> Task
Reproduce, character for character, the lines below from the first through the one with "Quick job: Parse". Leave pictures out.

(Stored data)
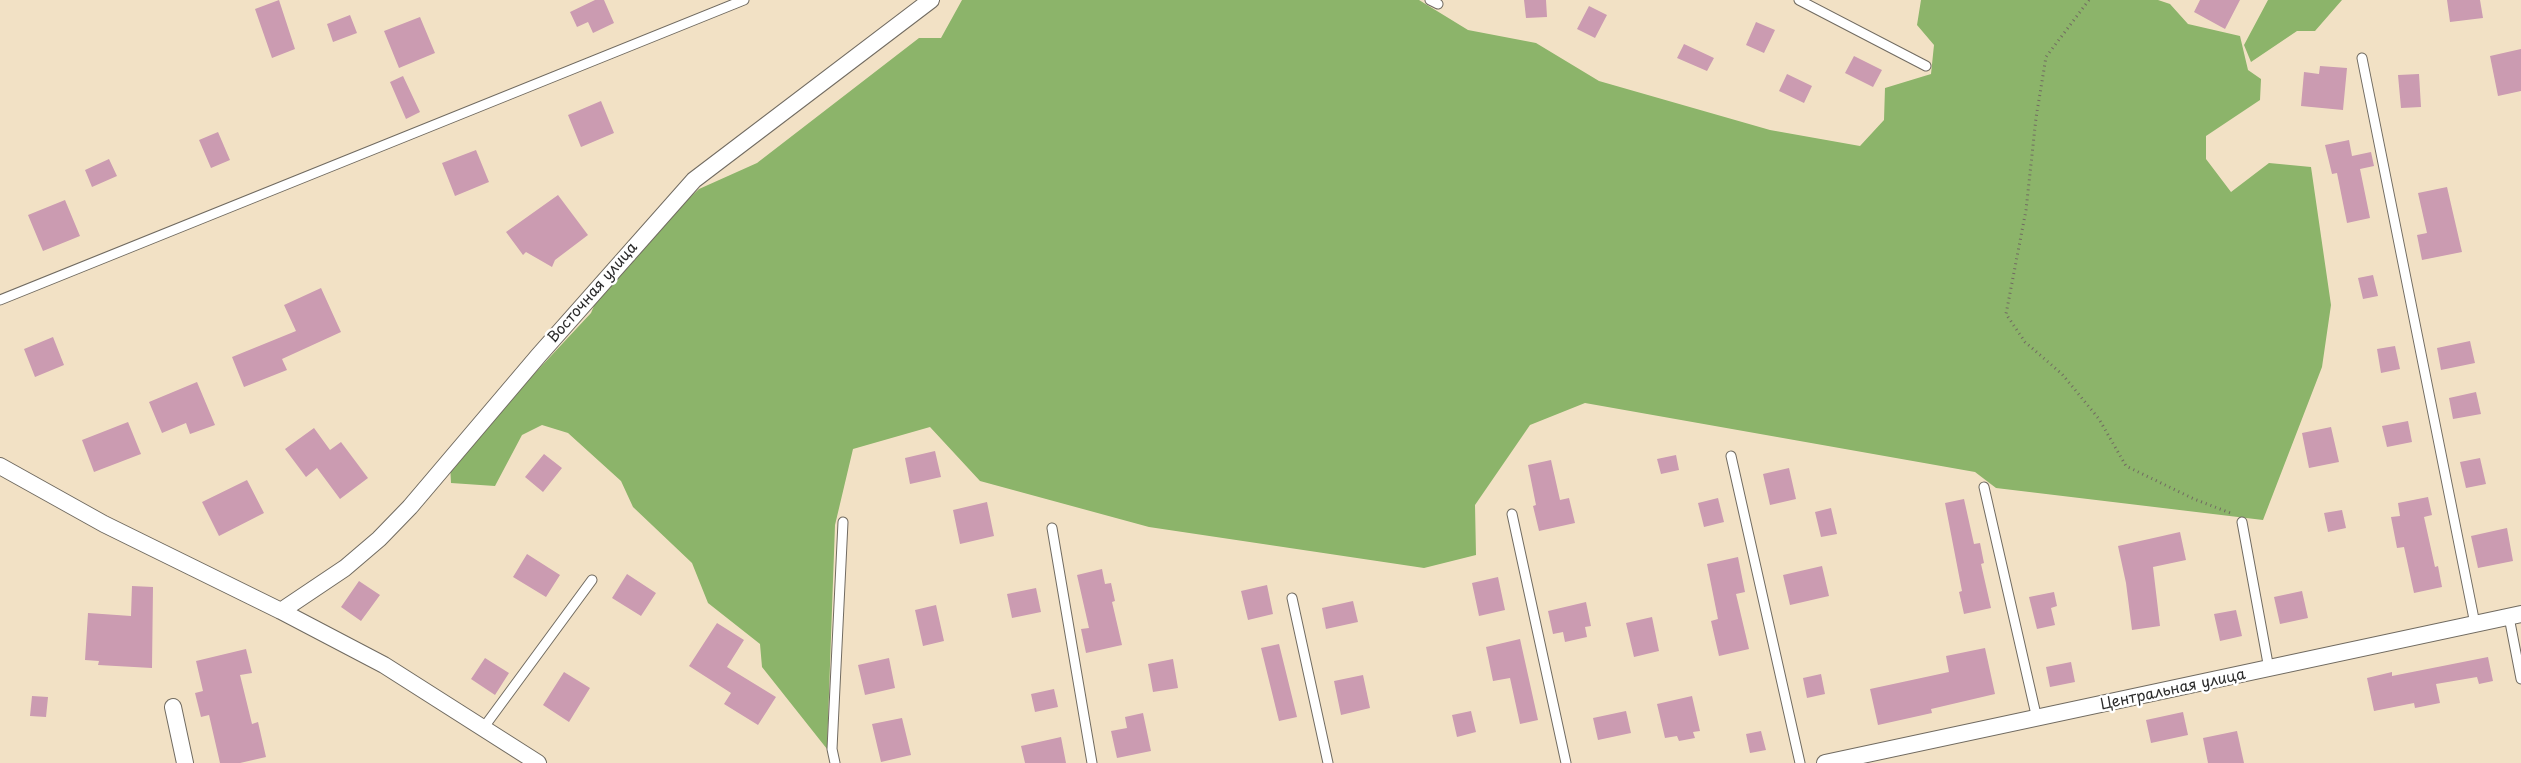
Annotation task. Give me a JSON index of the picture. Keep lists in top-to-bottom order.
{
  "streets": {
    "street": ["Восточная улица", "Центральная улица"]
  }
}
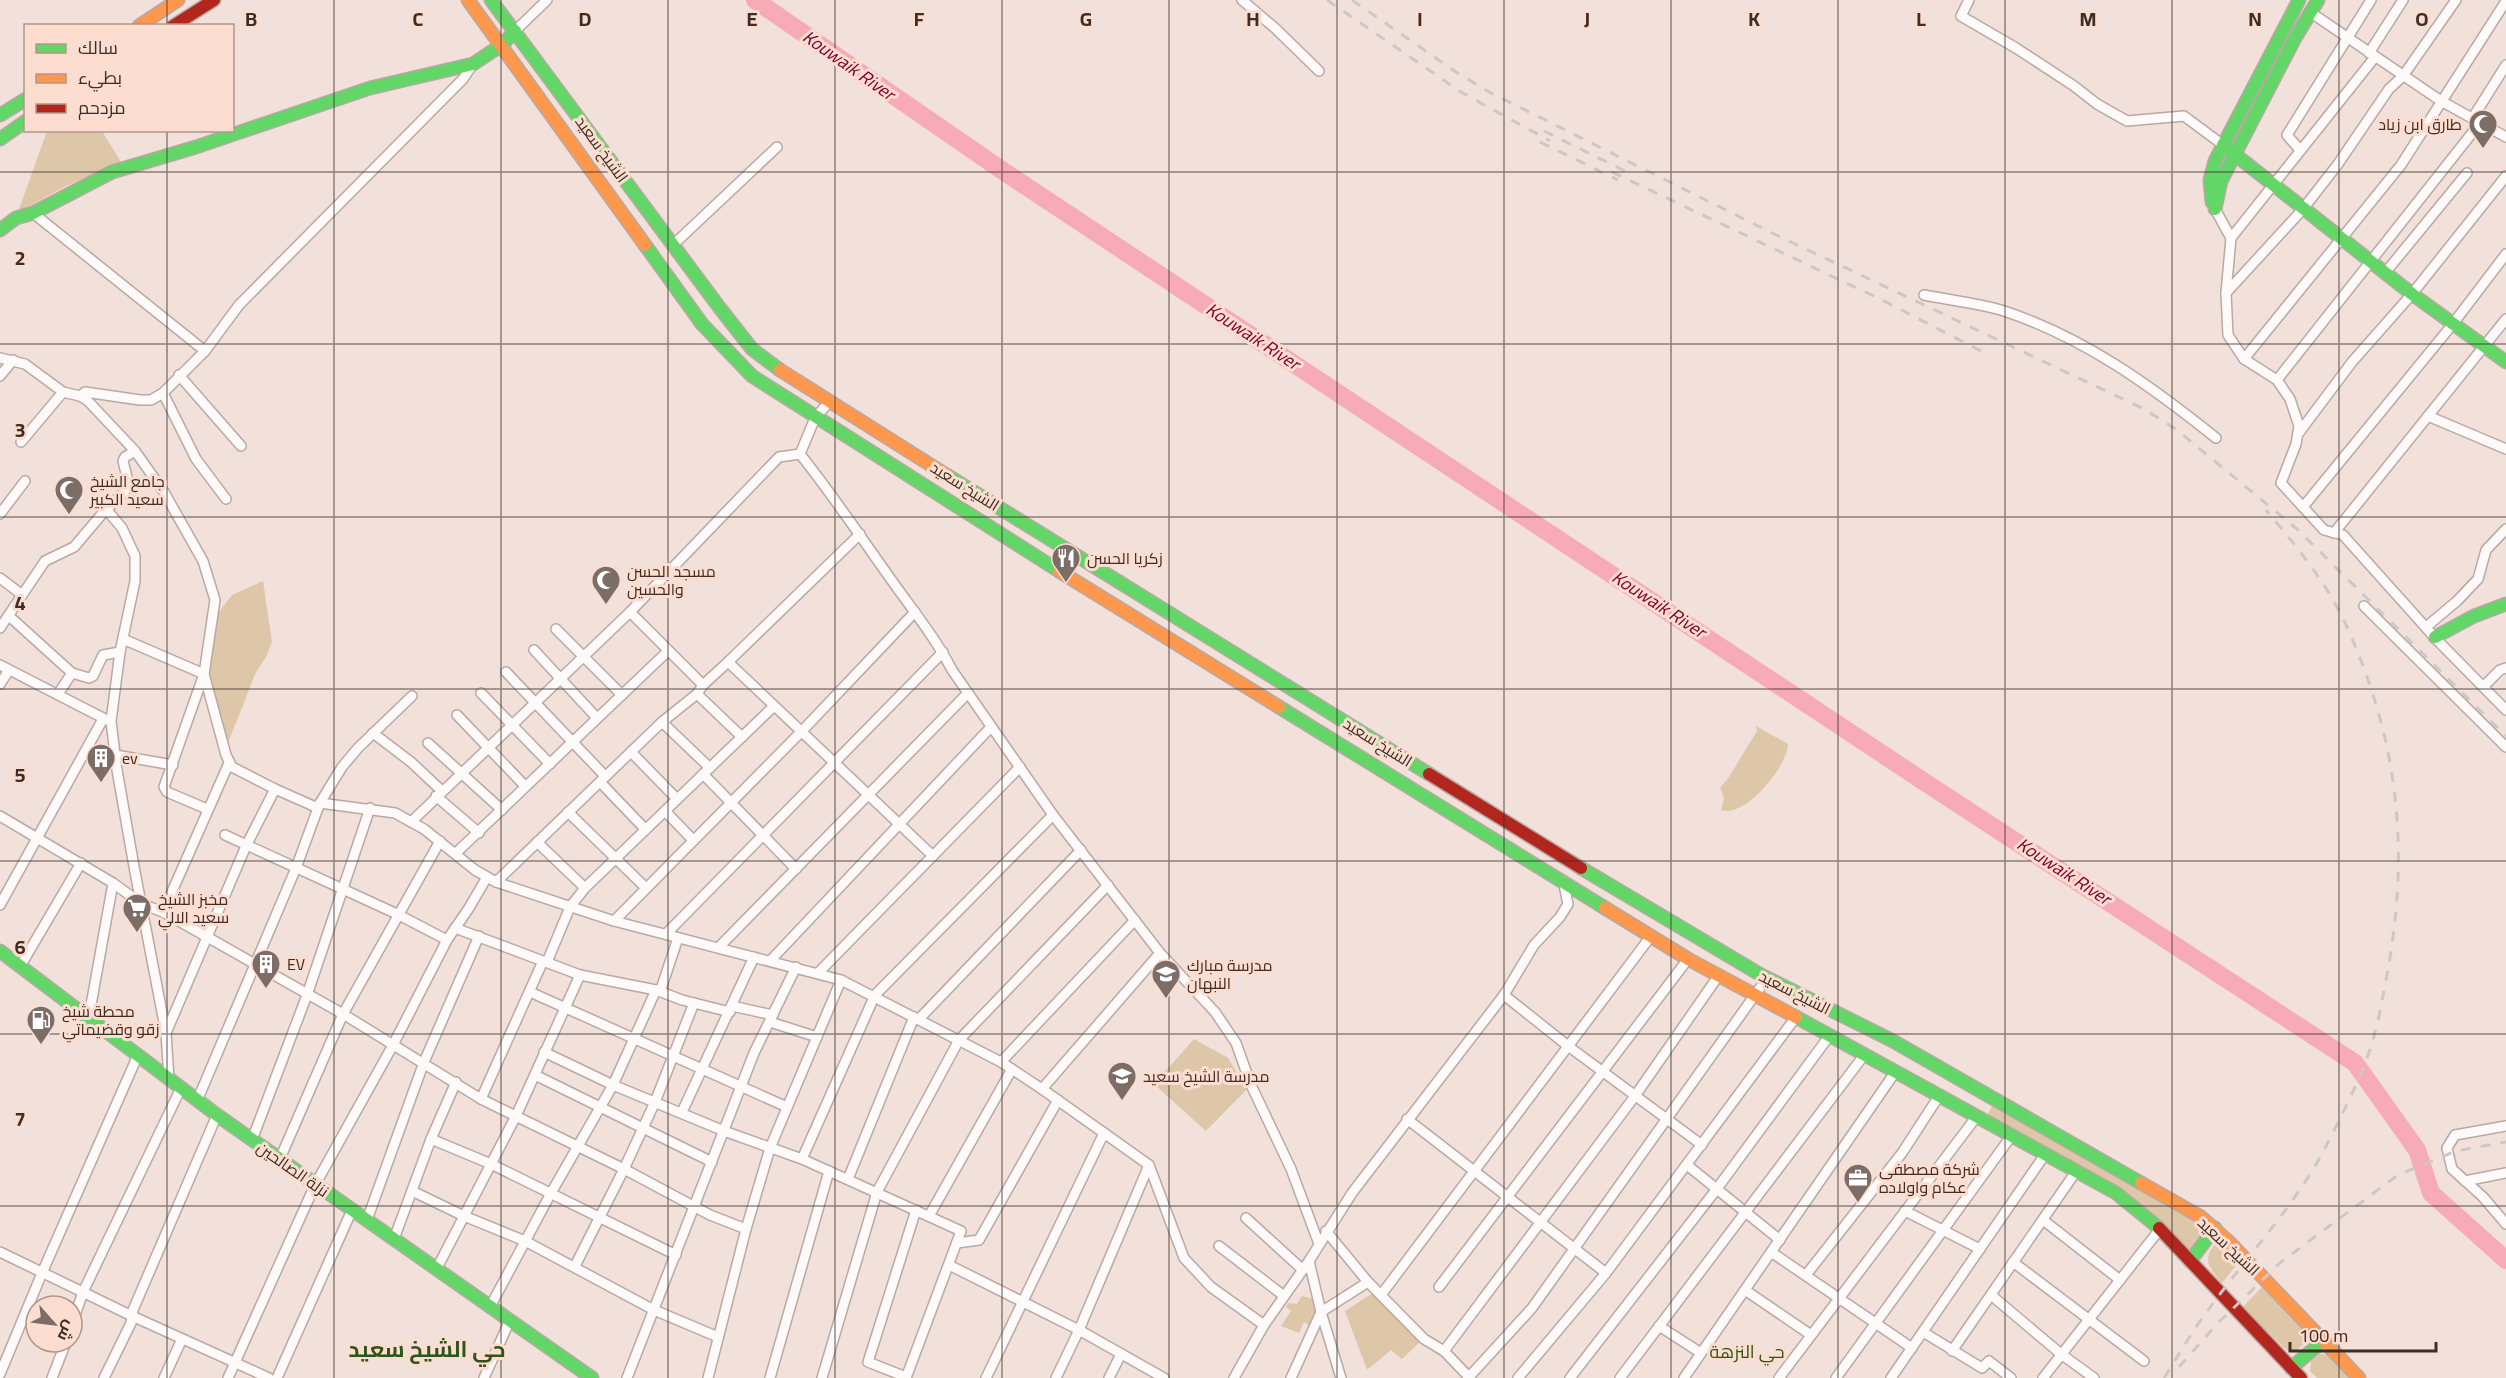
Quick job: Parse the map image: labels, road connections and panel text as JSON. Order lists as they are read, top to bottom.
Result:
{
  "streets": {
    "main road": ["الشيخ سعيد", "نزلة الصالحين"]
  },
  "districts": ["حي الشيخ سعيد", "حي النزهة"],
  "water": ["Kouwaik River"],
  "places": {
    "mosque": ["طارق ابن زياد", "جامع الشيخ سعيد الكبير", "مسجد الحسن والحسين"],
    "restaurant": ["زكريا الحسن"],
    "building": ["ev", "EV"],
    "supermarket": ["مخبز الشيخ سعيد الالي"],
    "school or university": ["مدرسة مبارك النبهان", "مدرسة الشيخ سعيد"],
    "fuel station": ["محطة شيخ زقو وقضيماتي"],
    "office": ["شركة مصطفى عكام واولاده"]
  },
  "legend": ["سالك", "بطيء", "مزدحم"],
  "scale_bar": "100 m",
  "north": "bottom right",
  "grid": {
    "columns": [
      "B",
      "C",
      "D",
      "E",
      "F",
      "G",
      "H",
      "I",
      "J",
      "K",
      "L",
      "M",
      "N",
      "O"
    ],
    "rows": [
      "2",
      "3",
      "4",
      "5",
      "6",
      "7"
    ]
  }
}
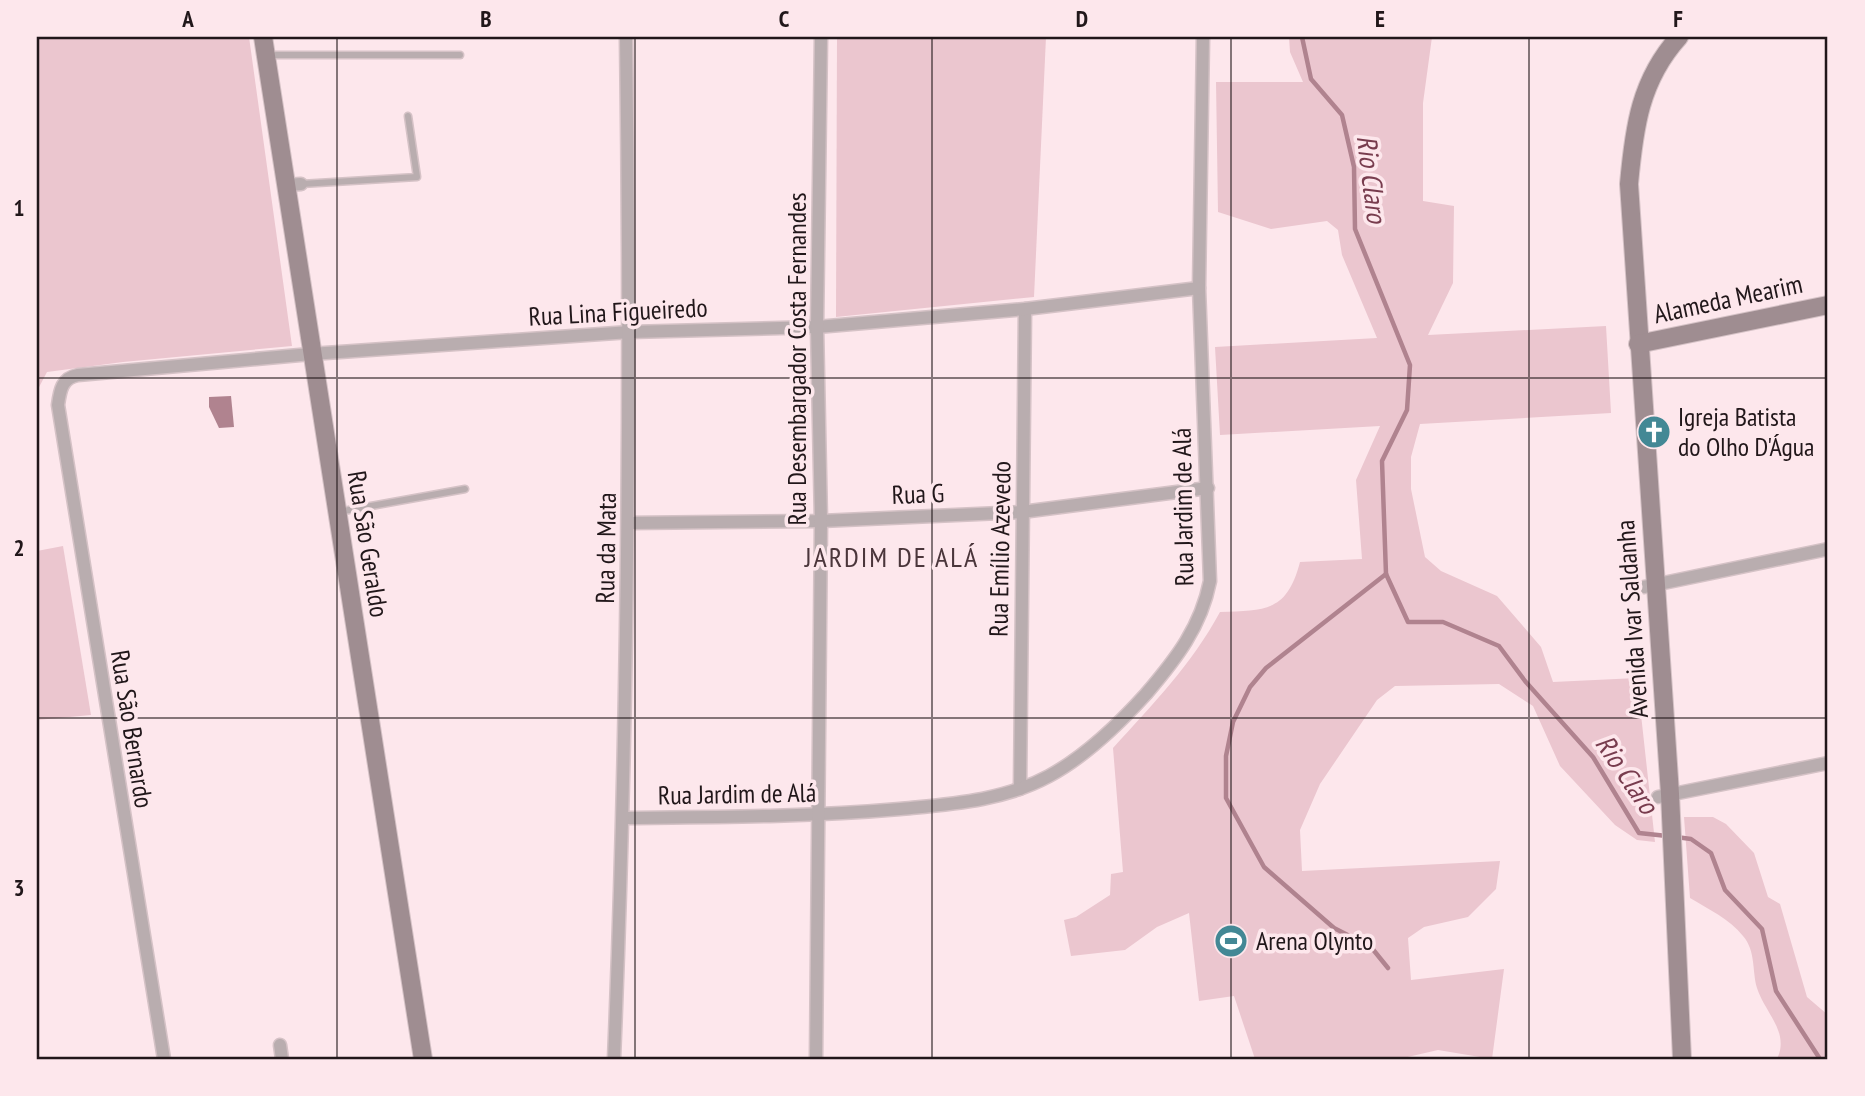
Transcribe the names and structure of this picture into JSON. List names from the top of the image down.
{
  "streets": {
    "main road": ["Alameda Mearim", "Rua São Geraldo", "Avenida Ivar Saldanha"],
    "street": [
      "Rua Lina Figueiredo",
      "Rua Desembargador Costa Fernandes",
      "Rua G",
      "Rua Jardim de Alá",
      "Rua da Mata",
      "Rua Emílio Azevedo",
      "Rua São Bernardo"
    ]
  },
  "crossings": [
    ["Alameda Mearim", "Avenida Ivar Saldanha"],
    ["Rua Lina Figueiredo", "Rua Desembargador Costa Fernandes"],
    ["Rua Lina Figueiredo", "Rua Jardim de Alá"],
    ["Rua Lina Figueiredo", "Rua São Geraldo"],
    ["Rua Lina Figueiredo", "Rua da Mata"],
    ["Rua Lina Figueiredo", "Rua Emílio Azevedo"],
    ["Rua Lina Figueiredo", "Rua São Bernardo"],
    ["Rua Desembargador Costa Fernandes", "Rua G"],
    ["Rua Desembargador Costa Fernandes", "Rua Jardim de Alá"],
    ["Rua G", "Rua Jardim de Alá"],
    ["Rua G", "Rua da Mata"],
    ["Rua G", "Rua Emílio Azevedo"],
    ["Rua Jardim de Alá", "Rua da Mata"],
    ["Rua Jardim de Alá", "Rua Emílio Azevedo"]
  ],
  "districts": ["JARDIM DE ALÁ"],
  "water": ["Rio Claro"],
  "places": {
    "church": ["Igreja Batista do Olho D'Água"],
    "sports": ["Arena Olynto"]
  },
  "grid": {
    "columns": [
      "A",
      "B",
      "C",
      "D",
      "E",
      "F"
    ],
    "rows": ["1", "2", "3"]
  }
}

> Task response
Annotation task. Give me a JSON index of the picture. Keep lists in top-to-bottom order.
{
  "streets": {
    "street": ["Восточная улица", "Центральная улица"]
  }
}
Quick job: Parse the map image: labels, road connections and panel text as JSON. Order lists as they are read, top to bottom.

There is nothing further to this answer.